ControlNet / MARLIN

[CVPR] MARLIN: Masked Autoencoder for facial video Representation LearnINg
https://openaccess.thecvf.com/content/CVPR2023/html/Cai_MARLIN_Masked_Autoencoder_for_Facial_Video_Representation_LearnINg_CVPR_2023_paper
Other
231 stars 20 forks source link

How to use it in wav2lip? #16

Closed Rookie-Kai closed 11 months ago

Rookie-Kai commented 11 months ago

Hello, thank you very much for your work. When I read your paper, I found that you tried to use MARLIN in wav2lip, but I'm sorry I couldn't find out in your project how to use MARLIN in wav2lip, so I'd like to ask you how you implemented it at that time, and what changes did you make? I want to try to recreate it in wav2lip. I'm sorry to bother you in the midst of your busy schedule, and thank you again for your work. This is really a very interesting job.

ControlNet commented 11 months ago

The brief idea is to use pretrained MARLIN encoder to replace the wav2lip facial encoder.
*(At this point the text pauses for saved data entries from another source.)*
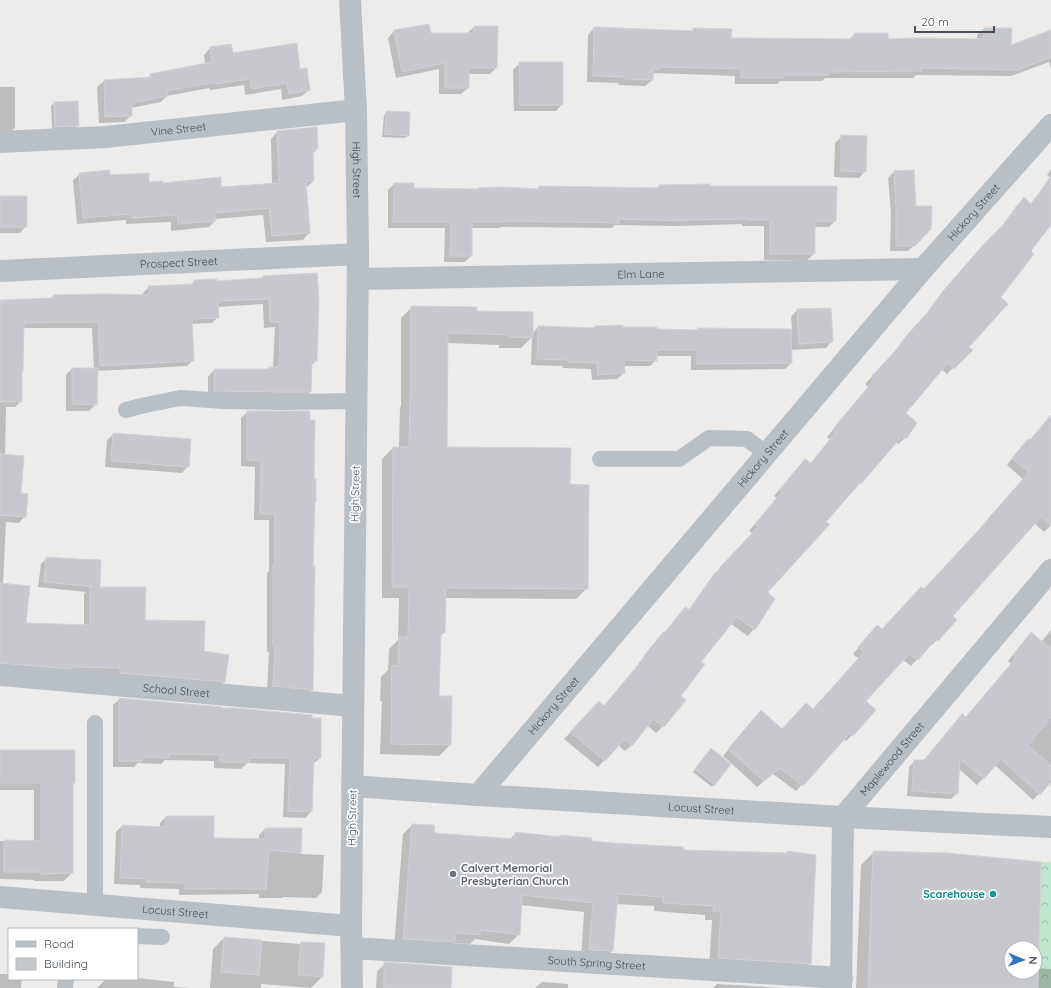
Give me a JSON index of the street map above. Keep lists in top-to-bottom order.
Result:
{
  "streets": {
    "street": [
      "Vine Street",
      "High Street",
      "Hickory Street",
      "Prospect Street",
      "Elm Lane",
      "School Street",
      "Maplewood Street",
      "Locust Street",
      "South Spring Street"
    ]
  },
  "crossings": [
    ["Vine Street", "High Street"],
    ["High Street", "Prospect Street"],
    ["High Street", "Elm Lane"],
    ["High Street", "School Street"],
    ["High Street", "Locust Street"],
    ["High Street", "South Spring Street"],
    ["Hickory Street", "Elm Lane"],
    ["Hickory Street", "Locust Street"],
    ["Maplewood Street", "Locust Street"]
  ],
  "places": ["Calvert Memorial Presbyterian Church", "Scarehouse"],
  "legend": ["Road", "Building"],
  "scale_bar": "20 m",
  "north": "right"
}
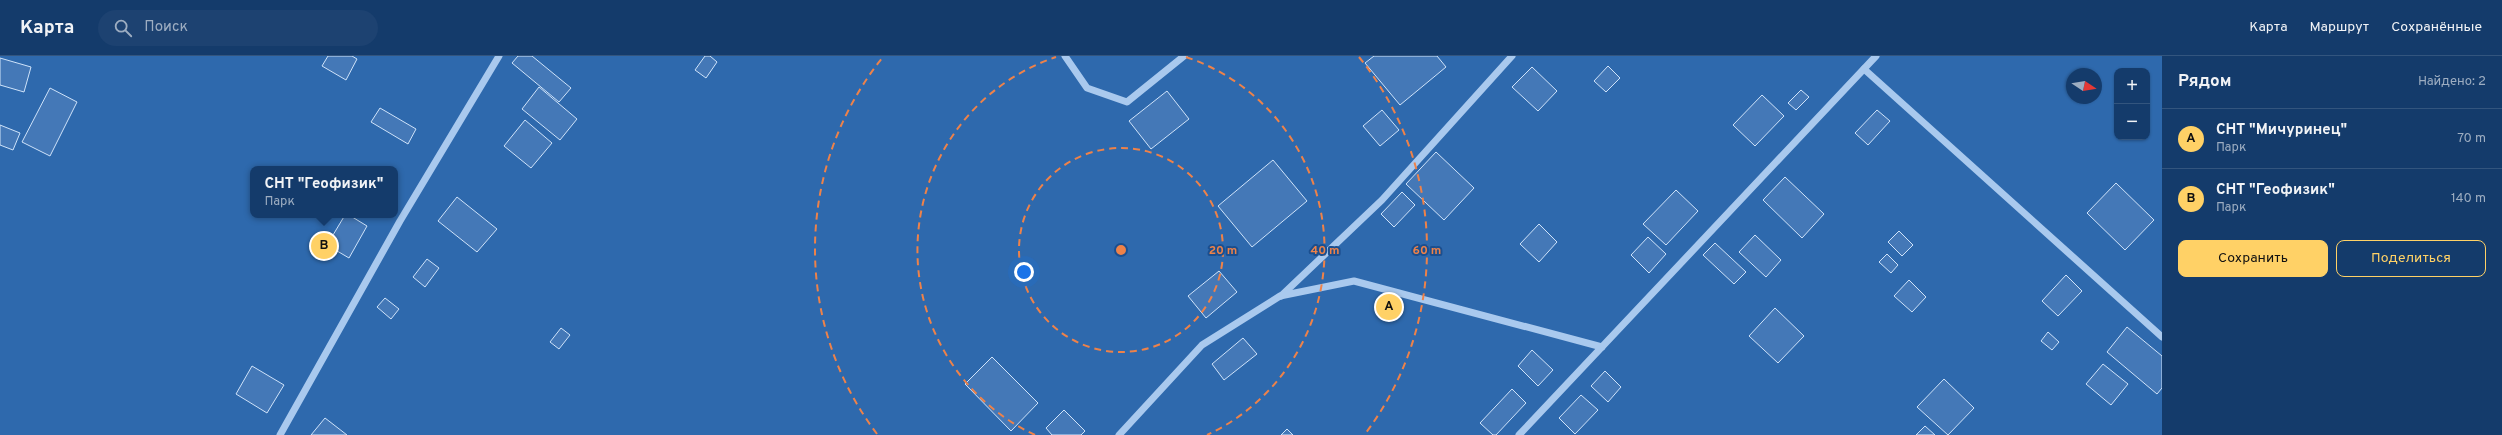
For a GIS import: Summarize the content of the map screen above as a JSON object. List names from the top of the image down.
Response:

To achieve that, we adjust the temporal frame window from 5 to 16 to fit the MARLIN encoder shape. And we retrain the syncnet with 16 frames as well.

And the decoder is also modified to fit the dimension. And also, I resized the input image to concat decoder feature maps as a replacement for original unet connections.

JanFschr commented 7 months ago

any plans to release the modified code?